(Information given)

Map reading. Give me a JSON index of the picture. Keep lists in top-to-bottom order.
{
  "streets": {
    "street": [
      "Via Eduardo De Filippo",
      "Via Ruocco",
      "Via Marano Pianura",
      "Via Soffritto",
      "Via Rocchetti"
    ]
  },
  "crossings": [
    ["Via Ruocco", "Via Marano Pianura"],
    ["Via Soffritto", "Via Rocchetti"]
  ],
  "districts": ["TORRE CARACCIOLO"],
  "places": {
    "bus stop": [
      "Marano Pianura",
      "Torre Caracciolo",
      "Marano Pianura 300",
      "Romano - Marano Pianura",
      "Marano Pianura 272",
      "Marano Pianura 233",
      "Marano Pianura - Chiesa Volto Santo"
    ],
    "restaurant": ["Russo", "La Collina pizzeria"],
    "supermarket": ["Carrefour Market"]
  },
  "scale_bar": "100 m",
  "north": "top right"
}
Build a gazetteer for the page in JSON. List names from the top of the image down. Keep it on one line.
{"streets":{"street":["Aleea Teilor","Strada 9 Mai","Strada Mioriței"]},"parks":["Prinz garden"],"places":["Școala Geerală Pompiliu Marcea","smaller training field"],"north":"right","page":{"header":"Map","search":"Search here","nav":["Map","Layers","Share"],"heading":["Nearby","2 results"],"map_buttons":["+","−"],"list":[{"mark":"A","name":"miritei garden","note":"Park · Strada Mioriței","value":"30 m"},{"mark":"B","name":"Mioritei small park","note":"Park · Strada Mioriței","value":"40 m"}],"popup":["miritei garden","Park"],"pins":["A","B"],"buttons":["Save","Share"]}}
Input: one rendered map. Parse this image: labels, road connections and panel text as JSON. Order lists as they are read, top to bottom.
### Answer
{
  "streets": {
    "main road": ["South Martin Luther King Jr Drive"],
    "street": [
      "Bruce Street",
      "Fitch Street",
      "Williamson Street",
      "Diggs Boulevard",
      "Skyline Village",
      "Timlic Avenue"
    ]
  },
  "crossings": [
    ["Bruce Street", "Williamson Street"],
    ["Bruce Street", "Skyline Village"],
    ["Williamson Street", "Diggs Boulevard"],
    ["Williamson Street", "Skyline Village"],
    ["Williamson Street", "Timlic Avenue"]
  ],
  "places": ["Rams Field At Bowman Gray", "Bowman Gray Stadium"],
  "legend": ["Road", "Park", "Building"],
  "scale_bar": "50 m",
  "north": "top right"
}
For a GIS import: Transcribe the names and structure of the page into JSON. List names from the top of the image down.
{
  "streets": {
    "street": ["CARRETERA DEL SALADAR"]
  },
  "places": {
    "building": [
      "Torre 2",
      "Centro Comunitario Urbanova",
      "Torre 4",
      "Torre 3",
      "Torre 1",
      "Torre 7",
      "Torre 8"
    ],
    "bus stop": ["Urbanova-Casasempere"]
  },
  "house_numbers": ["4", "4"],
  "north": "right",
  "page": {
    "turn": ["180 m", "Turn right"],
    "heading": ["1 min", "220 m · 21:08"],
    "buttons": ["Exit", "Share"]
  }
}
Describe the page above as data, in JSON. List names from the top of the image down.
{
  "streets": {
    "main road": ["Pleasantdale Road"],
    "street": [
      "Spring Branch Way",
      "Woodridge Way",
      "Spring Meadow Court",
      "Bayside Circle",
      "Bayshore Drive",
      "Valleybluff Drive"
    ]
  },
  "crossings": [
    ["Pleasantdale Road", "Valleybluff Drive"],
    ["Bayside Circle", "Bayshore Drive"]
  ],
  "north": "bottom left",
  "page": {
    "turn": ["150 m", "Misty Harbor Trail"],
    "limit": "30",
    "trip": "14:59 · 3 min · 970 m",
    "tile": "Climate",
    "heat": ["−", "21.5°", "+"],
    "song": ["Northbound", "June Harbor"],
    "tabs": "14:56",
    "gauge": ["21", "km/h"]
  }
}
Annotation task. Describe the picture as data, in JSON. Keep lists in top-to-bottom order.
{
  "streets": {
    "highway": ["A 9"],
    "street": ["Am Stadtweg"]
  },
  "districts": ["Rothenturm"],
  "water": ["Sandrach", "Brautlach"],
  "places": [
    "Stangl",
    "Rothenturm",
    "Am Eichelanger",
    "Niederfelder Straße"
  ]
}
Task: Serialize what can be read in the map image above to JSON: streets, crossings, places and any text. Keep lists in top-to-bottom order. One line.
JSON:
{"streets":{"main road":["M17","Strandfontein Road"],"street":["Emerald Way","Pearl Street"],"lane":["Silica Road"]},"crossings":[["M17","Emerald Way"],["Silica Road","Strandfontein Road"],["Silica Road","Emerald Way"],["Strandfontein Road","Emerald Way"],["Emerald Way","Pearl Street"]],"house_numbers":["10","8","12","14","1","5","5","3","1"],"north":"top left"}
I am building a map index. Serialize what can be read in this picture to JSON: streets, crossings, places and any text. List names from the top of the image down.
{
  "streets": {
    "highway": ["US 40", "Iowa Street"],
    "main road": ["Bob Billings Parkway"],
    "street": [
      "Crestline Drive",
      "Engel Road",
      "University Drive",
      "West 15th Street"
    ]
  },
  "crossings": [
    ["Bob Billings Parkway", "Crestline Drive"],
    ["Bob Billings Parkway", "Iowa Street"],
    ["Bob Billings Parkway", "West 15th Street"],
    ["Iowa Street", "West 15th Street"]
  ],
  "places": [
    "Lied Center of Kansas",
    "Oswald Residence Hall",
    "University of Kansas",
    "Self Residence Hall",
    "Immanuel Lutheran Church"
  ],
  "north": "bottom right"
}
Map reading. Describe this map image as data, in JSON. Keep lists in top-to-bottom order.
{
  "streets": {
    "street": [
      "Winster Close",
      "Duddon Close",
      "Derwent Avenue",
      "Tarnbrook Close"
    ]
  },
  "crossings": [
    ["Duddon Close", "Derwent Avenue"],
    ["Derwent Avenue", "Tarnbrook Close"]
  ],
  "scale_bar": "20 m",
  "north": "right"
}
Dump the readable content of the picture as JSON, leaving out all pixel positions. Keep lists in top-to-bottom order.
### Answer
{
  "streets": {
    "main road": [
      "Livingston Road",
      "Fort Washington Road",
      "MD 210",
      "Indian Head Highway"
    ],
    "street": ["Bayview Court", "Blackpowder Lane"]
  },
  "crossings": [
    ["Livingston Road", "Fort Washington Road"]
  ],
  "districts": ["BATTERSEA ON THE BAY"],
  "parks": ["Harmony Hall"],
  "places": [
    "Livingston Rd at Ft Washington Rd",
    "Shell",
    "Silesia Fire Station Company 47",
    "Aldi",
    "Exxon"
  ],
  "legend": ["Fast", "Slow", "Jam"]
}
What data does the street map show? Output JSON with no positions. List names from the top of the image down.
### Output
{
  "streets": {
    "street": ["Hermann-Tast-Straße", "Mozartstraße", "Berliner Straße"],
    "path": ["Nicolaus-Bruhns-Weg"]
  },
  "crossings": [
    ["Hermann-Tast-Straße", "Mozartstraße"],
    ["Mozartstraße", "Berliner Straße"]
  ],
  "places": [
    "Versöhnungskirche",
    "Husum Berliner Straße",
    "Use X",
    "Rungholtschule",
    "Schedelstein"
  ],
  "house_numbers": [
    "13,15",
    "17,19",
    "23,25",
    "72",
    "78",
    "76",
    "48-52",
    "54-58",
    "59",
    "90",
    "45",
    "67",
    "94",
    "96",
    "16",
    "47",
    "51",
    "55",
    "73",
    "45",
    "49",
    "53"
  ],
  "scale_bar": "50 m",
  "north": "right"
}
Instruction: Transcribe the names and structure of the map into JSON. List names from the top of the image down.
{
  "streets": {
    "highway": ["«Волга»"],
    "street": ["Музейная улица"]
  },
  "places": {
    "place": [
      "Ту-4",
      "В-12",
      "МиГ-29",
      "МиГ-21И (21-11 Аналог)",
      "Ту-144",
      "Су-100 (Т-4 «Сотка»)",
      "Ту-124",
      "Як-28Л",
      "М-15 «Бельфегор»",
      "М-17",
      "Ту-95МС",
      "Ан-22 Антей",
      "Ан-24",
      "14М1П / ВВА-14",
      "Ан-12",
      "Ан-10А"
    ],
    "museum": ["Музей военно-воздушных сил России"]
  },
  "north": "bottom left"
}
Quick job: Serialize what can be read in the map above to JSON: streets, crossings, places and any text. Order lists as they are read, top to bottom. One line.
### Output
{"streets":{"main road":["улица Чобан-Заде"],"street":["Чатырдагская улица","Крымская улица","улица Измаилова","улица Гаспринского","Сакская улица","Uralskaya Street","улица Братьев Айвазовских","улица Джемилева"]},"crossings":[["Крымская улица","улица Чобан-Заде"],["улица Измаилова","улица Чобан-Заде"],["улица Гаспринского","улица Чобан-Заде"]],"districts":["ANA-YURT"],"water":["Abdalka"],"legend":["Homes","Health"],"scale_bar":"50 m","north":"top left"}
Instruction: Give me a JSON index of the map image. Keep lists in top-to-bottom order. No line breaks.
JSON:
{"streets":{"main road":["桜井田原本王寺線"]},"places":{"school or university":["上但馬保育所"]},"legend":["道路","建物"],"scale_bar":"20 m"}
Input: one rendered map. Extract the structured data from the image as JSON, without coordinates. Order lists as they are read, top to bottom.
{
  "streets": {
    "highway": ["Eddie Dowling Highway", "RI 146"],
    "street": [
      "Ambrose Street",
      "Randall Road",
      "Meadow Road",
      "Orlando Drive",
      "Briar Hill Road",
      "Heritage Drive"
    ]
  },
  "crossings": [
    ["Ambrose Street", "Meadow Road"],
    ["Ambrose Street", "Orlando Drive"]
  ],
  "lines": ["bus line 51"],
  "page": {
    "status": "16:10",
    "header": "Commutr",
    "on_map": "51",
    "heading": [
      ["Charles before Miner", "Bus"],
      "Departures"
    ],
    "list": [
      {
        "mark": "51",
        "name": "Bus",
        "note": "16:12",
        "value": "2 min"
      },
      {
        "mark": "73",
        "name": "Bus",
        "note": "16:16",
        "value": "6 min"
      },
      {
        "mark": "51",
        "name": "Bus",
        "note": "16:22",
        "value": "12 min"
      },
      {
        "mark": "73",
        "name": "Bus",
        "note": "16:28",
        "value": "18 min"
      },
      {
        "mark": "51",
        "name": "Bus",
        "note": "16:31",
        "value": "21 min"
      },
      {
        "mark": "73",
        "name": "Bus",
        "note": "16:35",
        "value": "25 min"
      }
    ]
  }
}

(End Information given)

Task goal:
Check every line above for the string "positions", and copy the ones that have it.

Written solution:
Dump the readable content of the picture as JSON, leaving out all pixel positions. Keep lists in top-to-bottom order.
What data does the street map show? Output JSON with no positions. List names from the top of the image down.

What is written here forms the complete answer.